Bedenklich ist vor allem, dass fast 13,5 % aller Tests in Spanien positiv ausfallen. In Deutschland waren es zuletzt etwa 8 %. Das weist auf eine deutlich höhere Dunkelziffer bei nicht festgestellten Infektionen in Spanien hin. Der Wert sollte nach Ansicht der Weltgesundheitsorganisation (WHO) nicht über 5 % liegen.

Wie tief Spanien in der Krise steckt, zeigen die Todeszahlen weiter sehr deutlich. Für Deutschland meldete das RKI am Samstag 178 Todesfälle. Der Tod von 12.378 Menschen stehe seit Ausbruch der Pandemie mit Covid-19 in Verbindung. In Spanien sind es offiziell nach Angaben des Gesundheitsministeriums nun 40.769.

In den letzten sieben Tagen wurden 1.295 verzeichnet. Die Marke von 40.000 ist am Mittwoch überschritten worden, als mit 411 ein neuer Rekord in der "zweiten Welle" aufgestellt wurde. Am Samstag wurden 308 neue Todesfälle gemeldet. All das sind Zahlen wie aus dem Frühjahr.

Telepolis hat auch immer wieder darauf hingewiesen, dass die Zählung der Toten in Spanien mit großer Vorsicht interpretiert werden muss. Bekannt ist längst, dass Tausende Tote in Altersheimen nie in die Statistik aufgenommen wurden, weil sie nie getestet wurden.

Gerade musste das Gesundheitsministerium 1.300 Tote für die "erste Welle" nachträglich in die Statistik aufnehmen.
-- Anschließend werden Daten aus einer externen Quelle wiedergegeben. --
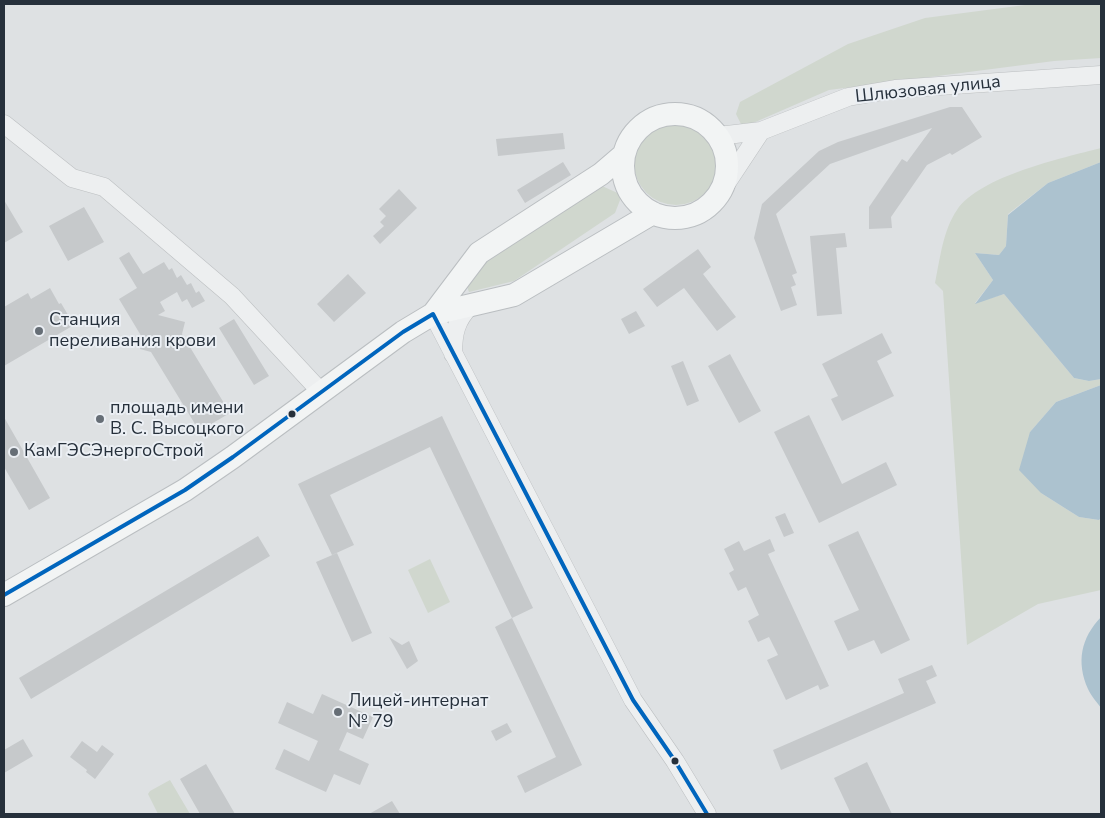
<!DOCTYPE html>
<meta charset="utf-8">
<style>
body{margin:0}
#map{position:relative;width:1105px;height:818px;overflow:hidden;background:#dee1e3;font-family:"Nunito Sans",sans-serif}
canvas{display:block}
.frame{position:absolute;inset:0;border:5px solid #26303b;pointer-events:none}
</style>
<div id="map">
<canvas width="1105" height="818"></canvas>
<div class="frame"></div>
</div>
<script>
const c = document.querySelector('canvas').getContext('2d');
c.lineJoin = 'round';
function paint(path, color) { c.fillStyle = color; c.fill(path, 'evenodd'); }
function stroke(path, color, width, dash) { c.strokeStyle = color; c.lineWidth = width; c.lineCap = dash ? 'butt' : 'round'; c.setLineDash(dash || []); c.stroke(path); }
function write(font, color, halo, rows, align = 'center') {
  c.font = font + ' "Nunito Sans",sans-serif'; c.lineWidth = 4; c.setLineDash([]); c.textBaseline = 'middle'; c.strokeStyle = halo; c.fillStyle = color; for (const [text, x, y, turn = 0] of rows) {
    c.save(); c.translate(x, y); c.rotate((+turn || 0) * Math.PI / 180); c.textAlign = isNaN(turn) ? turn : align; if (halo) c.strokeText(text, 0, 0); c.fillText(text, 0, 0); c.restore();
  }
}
paint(new Path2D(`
 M 1059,4 L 1101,4 L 1101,58 L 1054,61 L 829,90 L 753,123 L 741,124 L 736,114 L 740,102 L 848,44 L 925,18 L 1025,5 Z
 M634 163a42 42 0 1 1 84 0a42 42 0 1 1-84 0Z
 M 1101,148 L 1101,162 L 1048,183 L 1008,214 L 1006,246 L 999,255 L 975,253 L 993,280 L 975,303 L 1004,294 L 1074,378 L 1089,381 L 1101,379 L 1101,385 L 1056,402 L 1030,432 L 1041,493 L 1079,517 L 1099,520 L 1101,518 L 1101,590 L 1038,604 L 967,645 L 943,291 L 935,283 C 940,259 943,230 957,210 C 980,176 1062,158 1101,148 Z
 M 602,186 L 622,195 L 615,213 L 514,281 L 469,292 L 466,284 L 500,247 Z
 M 430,559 L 450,602 L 428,613 L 408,570 Z
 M 170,780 L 190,814 L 158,814 L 148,794 L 150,791 Z`), '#d0d7ce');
paint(new Path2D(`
 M 1101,162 L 1101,379 L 1089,381 L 1074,378 L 1004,294 L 975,304 L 993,280 L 975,253 L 999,255 L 1006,246 L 1008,215 L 1048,183 Z
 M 1101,385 L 1101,518 L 1099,520 L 1079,517 L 1041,493 L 1019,470 L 1030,432 L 1056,402 Z
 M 1101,617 L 1101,708 C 1097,702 1091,696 1088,689 C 1076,662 1081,638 1101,617 Z`), '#acc2cf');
paint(new Path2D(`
 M 950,107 L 962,107 L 982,137 L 952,155 L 950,153 L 927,165 L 891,217 L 892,228 L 869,229 L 869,207 L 902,159 L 907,162 L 932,128 L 830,164 L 776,214 L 797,273 L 792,275 L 796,285 L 791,287 L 797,305 L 781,311 L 754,238 L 762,204 L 819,151 L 838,142 Z
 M 563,133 L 565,149 L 498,156 L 496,139 Z
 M 563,162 L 571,175 L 525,203 L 517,190 Z
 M 399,189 L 417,208 L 380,244 L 373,236 L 384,226 L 380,222 L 386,216 L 379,209 Z
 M 4,200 L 23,232 L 4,243 Z
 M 84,207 L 104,242 L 68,261 L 49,226 Z
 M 845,233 L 847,247 L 836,248 L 842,314 L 817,316 L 810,236 Z
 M 698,249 L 711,267 L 703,274 L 736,317 L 717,331 L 684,288 L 657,307 L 643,289 Z
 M 129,252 L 143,274 L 164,262 L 169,270 L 172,268 L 177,278 L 181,275 L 187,285 L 191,283 L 196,293 L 199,291 L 205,301 L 192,308 L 187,299 L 182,302 L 177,292 L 160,302 L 165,311 L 158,315 L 185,322 L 182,334 L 230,413 L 206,427 L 195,424 L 151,352 L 140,349 L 143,339 L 119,299 L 137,288 L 119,258 Z
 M 348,274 L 366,293 L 334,322 L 317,304 Z
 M 50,288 L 59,304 L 61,303 L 74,325 L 4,366 L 4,307 L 28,293 L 31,299 Z
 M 636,311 L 645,326 L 629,334 L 621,319 Z
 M 234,319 L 269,376 L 254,385 L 219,328 Z
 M 882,333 L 892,353 L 877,361 L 894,396 L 842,421 L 831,399 L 838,396 L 822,364 Z
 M 730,354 L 761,411 L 739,423 L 708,366 Z
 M 683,361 L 699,401 L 687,406 L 671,366 Z
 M 809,415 L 842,484 L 886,462 L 897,485 L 819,523 L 774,432 Z
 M 442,416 L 533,608 L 512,618 L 430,447 L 330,495 L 354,545 L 332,555 L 298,484 Z
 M 4,417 L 50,498 L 29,510 L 4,467 Z
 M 785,513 L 794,533 L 784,537 L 775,517 Z
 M 858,531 L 910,640 L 881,654 L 874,640 L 848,651 L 834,621 L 859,610 L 828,545 Z
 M 258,536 L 270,556 L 31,699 L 19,678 Z
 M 770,539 L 775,551 L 768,554 L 829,686 L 820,690 L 818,685 L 786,700 L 767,660 L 778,655 L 769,637 L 758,642 L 748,621 L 759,615 L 746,587 L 738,591 L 729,573 L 734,570 L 724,549 L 739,541 L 744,551 Z
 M 337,553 L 372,633 L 352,642 L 316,562 Z
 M 512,618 L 582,765 L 525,793 L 517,776 L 556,757 L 495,627 Z
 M 389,637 L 402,645 L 409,641 L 418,661 L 407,669 Z
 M 932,665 L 937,676 L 926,681 L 936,703 L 781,770 L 773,750 L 904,693 L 898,679 Z
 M 322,694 L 373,717 L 363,739 L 347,732 L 339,750 L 369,764 L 360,785 L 334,774 L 326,792 L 275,769 L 284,749 L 309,761 L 318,741 L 278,723 L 287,702 L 313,714 Z
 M 507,723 L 512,732 L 496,741 L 491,731 Z
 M 23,739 L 33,756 L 4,773 L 4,750 Z
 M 82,741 L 97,752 L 102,745 L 114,754 L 95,779 L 86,772 L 87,770 L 70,757 Z
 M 867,762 L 892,814 L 851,814 L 834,778 Z
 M 206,764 L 224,795 L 235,814 L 200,814 L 180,779 Z
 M 392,801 L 400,814 L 369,814 Z`), '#c6c9cb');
const minor = new Path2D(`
 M 4,124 L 72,178 L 104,187 L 232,296 L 321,392
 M 718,136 L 761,131 L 848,97 L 895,89 L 1101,75
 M 718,196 L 761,131
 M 433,314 L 633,700 L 675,761 L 707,814
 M 453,354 C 453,333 456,320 471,305`);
const major = new Path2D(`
 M623 166a52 52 0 1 1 104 0a52 52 0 1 1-104 0Z
 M 433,314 L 479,253 L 601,174 L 622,156
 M 4,595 L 185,490 L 233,457 L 403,332 L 433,314 L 514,295 L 653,213`);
stroke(minor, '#bcbfc1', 19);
stroke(major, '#babec1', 24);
stroke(minor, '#edeff0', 18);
stroke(major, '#f2f4f4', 22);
stroke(new Path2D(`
 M 4,595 L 185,490 L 233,457 L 403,332 L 433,314 L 633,700 L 675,761 L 707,814`), '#0065bd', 4);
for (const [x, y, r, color] of [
 [39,331,5,"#666e76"],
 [292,414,4.5,"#26303b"],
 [100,419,5,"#666e76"],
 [14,452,5,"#666e76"],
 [338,712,5,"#666e76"],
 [675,761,4.5,"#26303b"]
]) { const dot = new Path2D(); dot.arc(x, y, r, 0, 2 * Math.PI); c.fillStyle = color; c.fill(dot); stroke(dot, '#ebeff4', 2); }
write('18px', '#26303b', '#ebeff4', [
 ["Шлюзовая улица",928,90,-6]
]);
write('18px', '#26303b', '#ebeff4', [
 ["Станция",49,321],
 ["переливания крови",49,342],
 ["площадь имени",110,409],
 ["В. С. Высоцкого",110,430],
 ["КамГЭСЭнергоСтрой",24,452],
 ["Лицей-интернат",348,702],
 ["№ 79",348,723]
], 'left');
</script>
Die Übersterblichkeit lag schon im Frühjahr 44.000 über dem Durchschnitt. Die Übersterblichkeit (Exzess-Mortalität) gibt an, wie viele Menschen im Vergleich zu einem durchschnittlichen Zeitraum zuvor mehr gestorben sind.

Niemals zuvor waren in Spanien in einer Woche mehr als 12.000 Menschen gestorben. Im Frühjahr waren es über drei Wochen aber sogar mehr als 18.000. Das System zur Überwachung der Sterblichkeit (MoMo) beziffert die Übersterblichkeit in Spanien im Laufe des Jahres nun sogar schon auf mehr als 63.000.